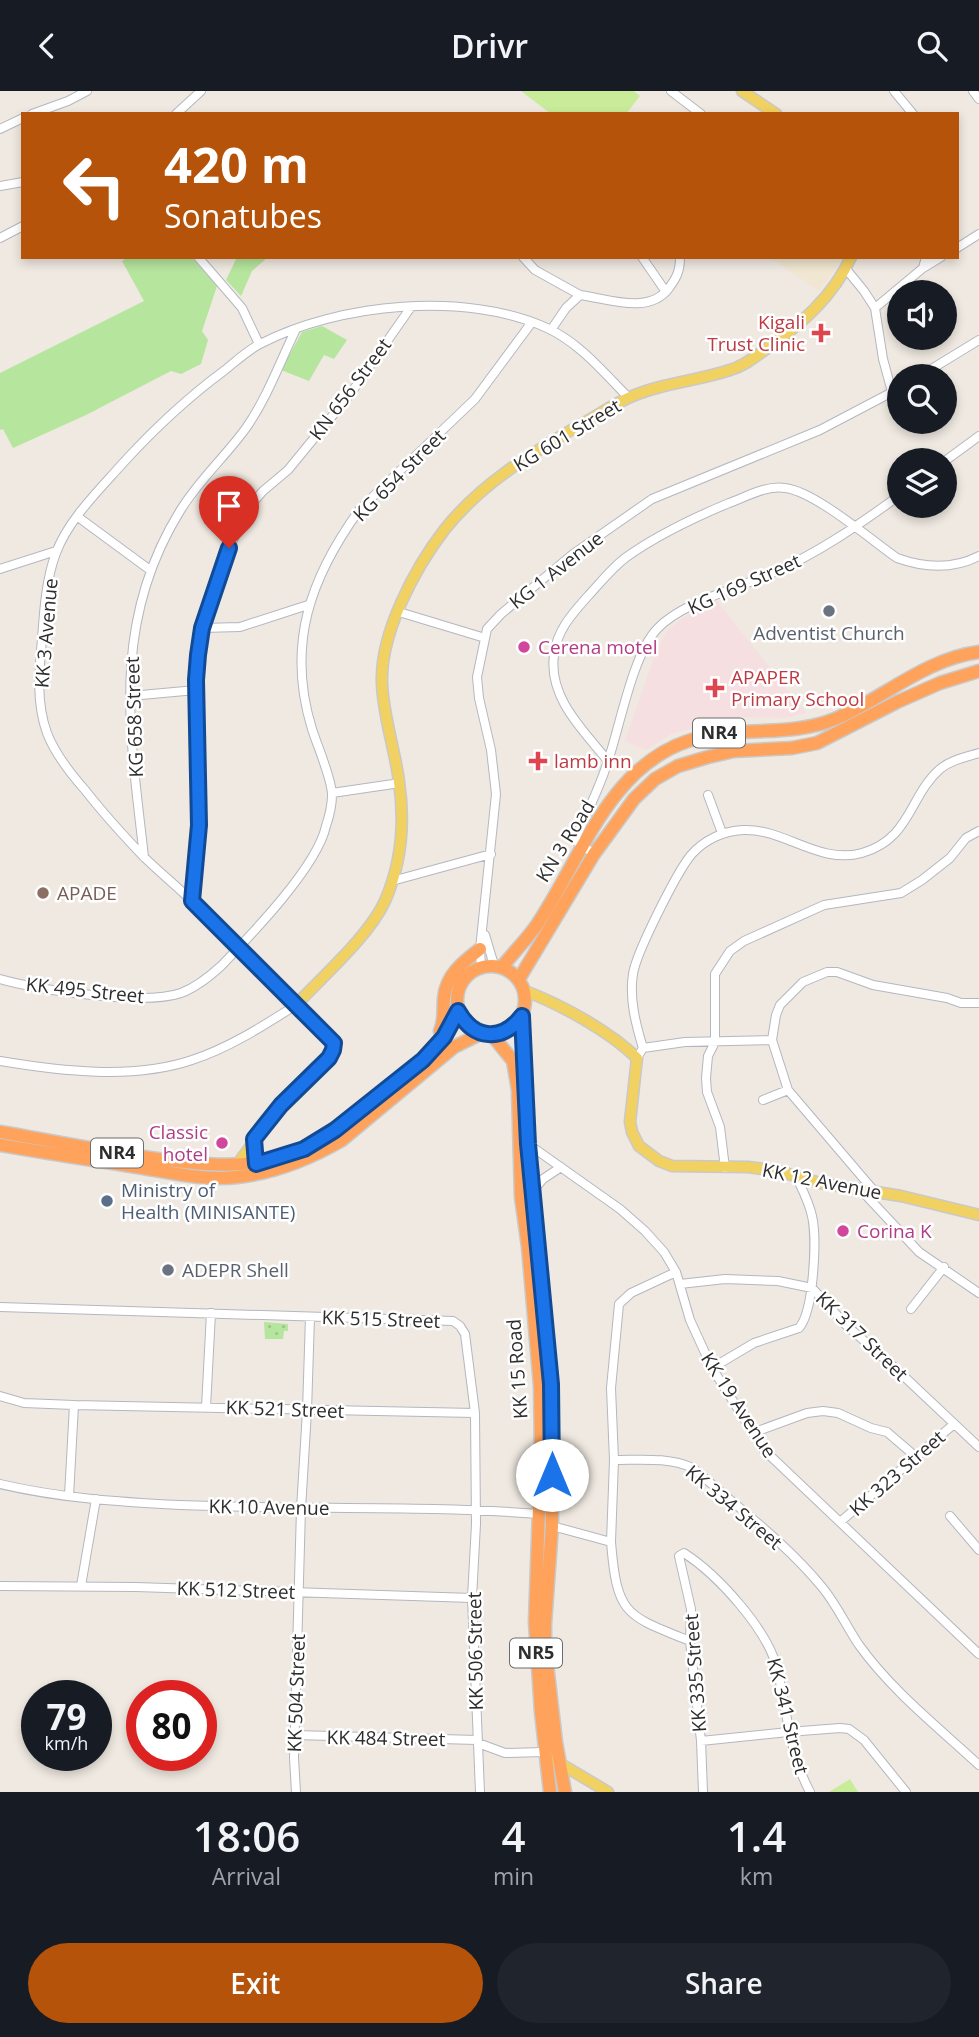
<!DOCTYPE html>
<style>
body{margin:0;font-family:"Open Sans",sans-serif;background:#20242c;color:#f1f3f6;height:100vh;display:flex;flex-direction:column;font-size:26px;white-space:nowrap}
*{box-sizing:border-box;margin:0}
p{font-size:23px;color:#9ea1a6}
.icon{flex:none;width:38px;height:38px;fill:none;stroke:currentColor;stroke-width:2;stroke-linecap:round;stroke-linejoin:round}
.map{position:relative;height:1701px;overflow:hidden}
.sheet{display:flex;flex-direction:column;background:#171b24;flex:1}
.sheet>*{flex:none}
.guide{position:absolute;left:21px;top:21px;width:938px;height:147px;border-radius:0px;box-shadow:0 4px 10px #0003;background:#b45309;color:#fff;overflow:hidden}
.tools{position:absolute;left:887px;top:189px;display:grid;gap:14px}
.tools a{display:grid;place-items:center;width:70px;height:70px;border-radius:50%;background:#171b24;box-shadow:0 4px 10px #0003;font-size:35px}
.speed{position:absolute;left:21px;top:1589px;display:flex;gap:14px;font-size:35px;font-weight:700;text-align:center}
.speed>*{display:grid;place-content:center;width:91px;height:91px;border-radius:50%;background:#171b24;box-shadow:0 4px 10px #0003;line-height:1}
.speed small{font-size:18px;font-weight:400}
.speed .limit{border:10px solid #d22;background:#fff;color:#111}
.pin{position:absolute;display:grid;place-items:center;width:60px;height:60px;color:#fff;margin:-72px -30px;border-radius:50% 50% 50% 0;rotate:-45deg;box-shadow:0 0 7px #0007}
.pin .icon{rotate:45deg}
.me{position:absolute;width:77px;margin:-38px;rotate:0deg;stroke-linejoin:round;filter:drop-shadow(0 0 5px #0008)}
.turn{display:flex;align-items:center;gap:24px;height:147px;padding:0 28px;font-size:32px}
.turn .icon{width:91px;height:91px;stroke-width:2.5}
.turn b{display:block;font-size:49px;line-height:60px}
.eta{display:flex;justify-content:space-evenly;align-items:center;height:119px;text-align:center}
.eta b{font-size:42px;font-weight:600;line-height:49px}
.action{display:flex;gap:14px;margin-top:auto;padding:14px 28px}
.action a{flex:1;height:80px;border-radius:42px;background:#b45309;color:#fff;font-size:28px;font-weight:600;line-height:80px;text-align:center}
.action a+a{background:#20242c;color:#f1f3f6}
header{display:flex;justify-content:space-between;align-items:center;height:91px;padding:0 28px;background:#171b24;font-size:32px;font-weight:600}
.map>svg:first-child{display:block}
.education{fill:#f0e6d1}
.medical{fill:#f5dfe0}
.grass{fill:#b6e59e}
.garden{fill:url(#garden-dots)}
.pitch{fill:#c9ec9a}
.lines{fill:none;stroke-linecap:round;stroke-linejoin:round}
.minor-casing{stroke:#b4b7c1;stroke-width:10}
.major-casing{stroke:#c9c9c9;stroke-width:13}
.highway-casing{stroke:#c9c9c9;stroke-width:15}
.minor{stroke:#fff;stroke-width:8}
.major{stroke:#f2d163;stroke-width:10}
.highway{stroke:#ffa35c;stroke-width:12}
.route-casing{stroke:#114b97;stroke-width:18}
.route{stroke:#1a73e8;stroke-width:12}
.health-dot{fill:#e0444e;stroke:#fff;stroke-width:2.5}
.worship-dot{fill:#6b7280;stroke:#fff;stroke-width:2.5}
.hotel-dot{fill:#d1479c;stroke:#fff;stroke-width:2.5}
.education-dot{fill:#8d6e63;stroke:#fff;stroke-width:2.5}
.service-dot{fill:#5c6f8a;stroke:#fff;stroke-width:2.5}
.labels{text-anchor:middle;stroke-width:5;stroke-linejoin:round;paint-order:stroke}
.shield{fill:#fff;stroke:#6d6d6d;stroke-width:2}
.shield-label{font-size:18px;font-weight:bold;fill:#2e2e2e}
.health-label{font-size:19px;fill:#be3a42;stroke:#fff;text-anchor:start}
.street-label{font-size:19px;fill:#2e2e2e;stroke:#fff}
.worship-label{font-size:19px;fill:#5b616d;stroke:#fff}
.hotel-label{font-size:19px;fill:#b23c85;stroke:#fff;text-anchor:start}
.education-label{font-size:19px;fill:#785e54;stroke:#fff;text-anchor:start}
.service-label{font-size:19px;fill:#4e5e75;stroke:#fff;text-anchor:start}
</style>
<header><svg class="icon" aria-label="back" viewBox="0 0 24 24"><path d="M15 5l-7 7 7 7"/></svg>Drivr<svg class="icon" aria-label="search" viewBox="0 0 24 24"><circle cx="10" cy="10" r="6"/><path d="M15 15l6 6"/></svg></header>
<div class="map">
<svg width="979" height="1701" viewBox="0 0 979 1701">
<defs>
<pattern id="garden-dots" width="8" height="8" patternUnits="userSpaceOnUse" patternTransform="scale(1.75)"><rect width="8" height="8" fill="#b6e59e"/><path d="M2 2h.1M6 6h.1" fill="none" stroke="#9dc588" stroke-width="1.8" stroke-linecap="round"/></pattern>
</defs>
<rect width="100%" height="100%" fill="#efe9e1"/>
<path class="education" d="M770 166H844L819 200Z"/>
<path class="medical" d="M717 510 806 622 785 627 745 626 710 633 671 643 646 659 625 650 657 558 668 539 684 526Z
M541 660 547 675 534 680 529 665Z"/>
<path class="grass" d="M128 166H191L217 195 202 240 208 249 201 273 181 283 171 280 86 324 13 357 3 338 0 339V282L144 210 122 170Z
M237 166H268L252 180 241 205 226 189Z
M322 235 347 249 334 268 324 264 309 290 281 279 302 241Z"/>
<path class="garden" d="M264 1231 288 1233V1240H284L283 1248H265Z"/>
<path class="pitch" d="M521 0H634L640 5 626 23H551Z
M850 1688 858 1701H829Z"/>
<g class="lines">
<defs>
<path id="minor" d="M671 0 701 23
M894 0 913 23
M973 0 979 8
M32 23 68 10 87 0
M176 23 201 0
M0 38 23 27
M0 95 23 91
M0 147 23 135
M957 157 979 143
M198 166 242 217 259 253
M523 166 535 179 580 204
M642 166 666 201
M923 177 941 166
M846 178 864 200 875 217 883 268 892 301
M875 217 923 177 926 166
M551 239 566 217 580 204C609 208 649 224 669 197 677 186 680 180 680 166
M920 285 979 249
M945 370 979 345
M78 426 150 479
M0 478 56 460
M399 521 485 547
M202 537 240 536 308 514
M130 605 196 599
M608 670C584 640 548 607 554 564 557 539 572 523 588 505 600 492 611 478 625 467 657 444 693 427 729 412 746 406 766 394 785 397 814 400 870 448 897 467 925 477 952 479 979 465
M332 702 400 692
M708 704 722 742
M594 763 576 750V746C587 722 599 698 607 673 620 636 632 565 657 538 682 511 739 497 772 482 817 463 860 433 900 404
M144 766C130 642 110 533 180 420 198 390 225 366 246 337 267 307 280 271 296 238
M392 790 491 763
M192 810 199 735 196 589 198 564 202 537 229 457 250 415 263 400 288 379 351 302 411 216
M485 844 494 874
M481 876 480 858 496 703 491 659 479 607 477 586 487 538 501 523 573 463 652 408 820 339 900 297
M0 888C40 899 144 915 181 902 197 896 209 886 221 875 251 844 317 776 326 735 329 726 332 714 332 704 332 688 317 654 312 638 286 554 310 487 360 418L475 308 532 231
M643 957 685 951 772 949
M637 967 643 957C636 934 629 908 633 883 636 862 677 781 691 764 704 749 723 740 743 739 784 737 819 774 862 762 911 748 909 705 940 678 951 669 966 666 979 662
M0 970C60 980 133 989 192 969 229 957 263 935 296 914 262 880 228 846 194 812 178 796 159 781 143 765 123 744 103 722 85 699 70 682 55 663 47 642 36 612 39 579 42 548 44 520 46 488 56 462 68 429 100 398 123 372 155 337 187 307 225 279 236 270 248 259 260 253 339 212 466 200 547 237 580 252 604 282 628 306
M763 1009 788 999
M528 1053 620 1118 645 1140 664 1161 676 1181 690 1229 712 1277 764 1359 979 1563
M725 1077 720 1036 707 1001 706 987 708 965 715 951V883L730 860 744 850 824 814 901 802 922 789 950 767 966 747 979 740
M862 1100 919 1161 979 1202
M532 1101 543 1088 561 1076
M875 1101 788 999 772 949 776 924 780 914 803 891 827 881H837L873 894 947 907 961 912H979
M680 1193 725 1188 778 1190 812 1197 846 1234 894 1276 979 1356
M0 1216 453 1230 460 1235 465 1243 475 1322
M911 1218 944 1176
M712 1277 754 1252 799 1237C814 1220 817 1147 812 1125 809 1111 802 1098 796 1085
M0 1305 24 1312 74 1314 475 1322 476 1433 472 1507 480 1701
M206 1316 211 1222
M755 1341 807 1322 823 1320 838 1322 871 1337 887 1341 915 1365
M614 1369C641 1369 668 1366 693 1377 736 1415 785 1451 822 1496 837 1514 846 1535 859 1554 892 1600 938 1636 979 1674
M0 1393C59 1407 120 1411 180 1414 300 1419 419 1414 539 1423
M69 1405 74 1314
M950 1425 979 1459
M840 1431 954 1333
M552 1435 611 1451C617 1524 625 1524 690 1550
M611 1451 614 1369 611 1297 619 1213 631 1202 676 1181
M0 1495 136 1496 472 1507
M81 1495 96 1408
M295 1644 477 1649
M701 1650 788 1641 840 1637 849 1638 864 1649 906 1701
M478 1652 505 1662 544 1661
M296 1701 294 1667 301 1418 307 1320 310 1226
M703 1701 701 1650 690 1550 691 1518 679 1465 684 1462C718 1484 767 1538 777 1577 787 1619 789 1662 810 1701"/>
<path id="major" d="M742 0 776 23
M525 900C562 914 609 940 637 967L630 1031 632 1041 639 1055 659 1070 672 1075 748 1076 778 1080 820 1092 901 1105 979 1124
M236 1075 281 1014 329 967 333 959 334 952 296 914C323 885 369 845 385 810 401 773 405 731 399 691 395 658 383 625 382 592 380 542 415 477 445 438 481 393 529 364 578 335 595 326 611 315 628 307 661 292 697 290 730 279 744 275 755 266 766 258 801 233 833 206 851 166
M556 1670 608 1701"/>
<path id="highway" d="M457 909a34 34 0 1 1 68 0a34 34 0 1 1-68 0Z
M502 876C513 862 526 849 536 835 580 771 607 677 688 650 735 634 789 647 835 628 884 607 925 568 979 561
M519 888 594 763 634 708 655 688 678 675 708 666 734 660 792 657 817 652 897 611 940 592 979 580
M522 925 528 1053 551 1293 552 1435 545 1533V1556L556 1651 565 1701
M440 940C445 929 443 919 444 907 446 884 463 871 480 858
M492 944 513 970 518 999 521 1106 528 1156 540 1295 541 1360 535 1531 541 1621 550 1701
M0 1041C46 1049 91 1058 137 1065 194 1073 250 1083 305 1057 332 1044 356 1024 379 1005 414 976 436 961 458 920
M0 1054C46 1062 91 1069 137 1076 169 1081 204 1090 237 1086 273 1082 311 1067 342 1049L454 956 482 942"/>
</defs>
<use href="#minor" class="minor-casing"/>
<use href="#major" class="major-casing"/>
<use href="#highway" class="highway-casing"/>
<use href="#minor" class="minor"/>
<use href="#major" class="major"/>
<use href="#highway" class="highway"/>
</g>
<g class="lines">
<defs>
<path id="route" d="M229 457 202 537 198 564 196 589 199 734 192 810 334 952 333 959 329 967 281 1014 254 1048 256 1073 304 1058 335 1039 423 969 444 946 458 920C474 949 502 951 522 925L528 1053 551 1293 552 1384"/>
</defs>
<use href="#route" class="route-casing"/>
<use href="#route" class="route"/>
</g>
<g class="health-dot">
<path d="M817.5 231.5h7v7h7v7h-7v7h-7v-7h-7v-7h7z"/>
<path d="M711.5 586.5h7v7h7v7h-7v7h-7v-7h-7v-7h7z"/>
<path d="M534.5 659.5h7v7h7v7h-7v7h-7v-7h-7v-7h7z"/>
</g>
<g class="worship-dot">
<circle cx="829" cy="520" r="7"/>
<circle cx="168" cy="1179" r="7"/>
</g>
<g class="hotel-dot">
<circle cx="524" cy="556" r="7"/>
<circle cx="222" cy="1052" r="7"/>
<circle cx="843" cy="1140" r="7"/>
</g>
<circle class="education-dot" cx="43" cy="802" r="7"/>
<circle class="service-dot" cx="107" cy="1110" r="7"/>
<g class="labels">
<g class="shield">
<rect x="693" y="627.5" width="52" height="29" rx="5"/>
<rect x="91" y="1047.5" width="52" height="29" rx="5"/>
<rect x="510" y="1547.5" width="52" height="29" rx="5"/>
</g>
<g class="shield-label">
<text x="719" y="648">NR4</text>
<text x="117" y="1068">NR4</text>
<text x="536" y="1568">NR5</text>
</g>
<g class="health-label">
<text x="805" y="238" text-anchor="end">Kigali<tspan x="805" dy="22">Trust Clinic</tspan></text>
<text x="731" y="593">APAPER<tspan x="731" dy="22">Primary School</tspan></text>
<text x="554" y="677">lamb inn</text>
</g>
<g class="street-label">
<text transform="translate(350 298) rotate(-53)" y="7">KN 656 Street</text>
<text transform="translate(567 344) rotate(-31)" y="7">KG 601 Street</text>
<text transform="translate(399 384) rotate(-45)" y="7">KG 654 Street</text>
<text transform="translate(556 479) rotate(-38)" y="7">KG 1 Avenue</text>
<text transform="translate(744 493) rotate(-24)" y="7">KG 169 Street</text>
<text transform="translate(46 542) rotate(-85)" y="7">KK 3 Avenue</text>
<text transform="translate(134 626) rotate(-92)" y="7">KG 658 Street</text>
<text transform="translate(565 750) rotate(-58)" y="7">KN 3 Road</text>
<text transform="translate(85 899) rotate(6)" y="7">KK 495 Street</text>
<text transform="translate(822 1090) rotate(11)" y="7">KK 12 Avenue</text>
<text transform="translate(381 1228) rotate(2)" y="7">KK 515 Street</text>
<text transform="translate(862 1245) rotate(44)" y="7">KK 317 Street</text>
<text transform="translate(517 1278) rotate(-94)" y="7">KK 15 Road</text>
<text transform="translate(739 1314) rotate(57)" y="7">KK 19 Avenue</text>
<text transform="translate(285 1318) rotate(2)" y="7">KK 521 Street</text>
<text transform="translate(897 1382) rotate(-41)" y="7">KK 323 Street</text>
<text transform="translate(269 1416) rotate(1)" y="7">KK 10 Avenue</text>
<text transform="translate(734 1416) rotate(40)" y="7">KK 334 Street</text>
<text transform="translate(236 1499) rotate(2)" y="7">KK 512 Street</text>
<text transform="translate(475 1560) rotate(-91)" y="7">KK 506 Street</text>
<text transform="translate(695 1582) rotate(-94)" y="7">KK 335 Street</text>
<text transform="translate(296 1602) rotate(-88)" y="7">KK 504 Street</text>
<text transform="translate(788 1625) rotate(76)" y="7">KK 341 Street</text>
<text transform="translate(386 1647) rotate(1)" y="7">KK 484 Street</text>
</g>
<g class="worship-label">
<text x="829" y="549">Adventist Church</text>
<text x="182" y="1186" text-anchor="start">ADEPR Shell</text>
</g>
<g class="hotel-label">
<text x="538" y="563">Cerena motel</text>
<text x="208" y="1048" text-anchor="end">Classic<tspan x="208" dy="22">hotel</tspan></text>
<text x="857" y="1147">Corina K</text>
</g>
<g class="education-label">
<text x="57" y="809">APADE</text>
</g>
<g class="service-label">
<text x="121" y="1106">Ministry of<tspan x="121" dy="22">Health (MINISANTE)</tspan></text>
</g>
</g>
</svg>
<div class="tools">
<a><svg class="icon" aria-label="sound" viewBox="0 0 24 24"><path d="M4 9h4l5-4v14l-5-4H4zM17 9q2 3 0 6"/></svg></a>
<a><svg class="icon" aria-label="search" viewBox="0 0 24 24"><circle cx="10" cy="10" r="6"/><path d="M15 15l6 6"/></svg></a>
<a><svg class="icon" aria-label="layers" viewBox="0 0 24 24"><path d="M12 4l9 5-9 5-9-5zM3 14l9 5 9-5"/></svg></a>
</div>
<div class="speed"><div>79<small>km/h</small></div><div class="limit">80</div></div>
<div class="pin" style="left:229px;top:457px;background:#d93025"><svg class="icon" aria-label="arrive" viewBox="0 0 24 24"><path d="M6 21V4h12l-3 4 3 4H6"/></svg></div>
<svg class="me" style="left:552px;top:1384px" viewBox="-20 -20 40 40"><circle r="19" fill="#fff"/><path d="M0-13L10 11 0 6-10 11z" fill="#1a73e8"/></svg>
<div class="guide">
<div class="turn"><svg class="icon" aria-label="left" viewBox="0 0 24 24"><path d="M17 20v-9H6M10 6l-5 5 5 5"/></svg><div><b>420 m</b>Sonatubes</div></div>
</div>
</div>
<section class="sheet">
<div class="eta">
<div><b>18:06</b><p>Arrival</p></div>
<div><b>4</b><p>min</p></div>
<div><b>1.4</b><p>km</p></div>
</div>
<div class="action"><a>Exit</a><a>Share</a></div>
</section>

——————————

_Work item:_
Check each line of the entries for the string "tools". Copy the lines that have it.

_Exercise response:_
.tools{position:absolute;left:887px;top:189px;display:grid;gap:14px}
.tools a{display:grid;place-items:center;width:70px;height:70px;border-radius:50%;background:#171b24;box-shadow:0 4px 10px #0003;font-size:35px}
<div class="tools">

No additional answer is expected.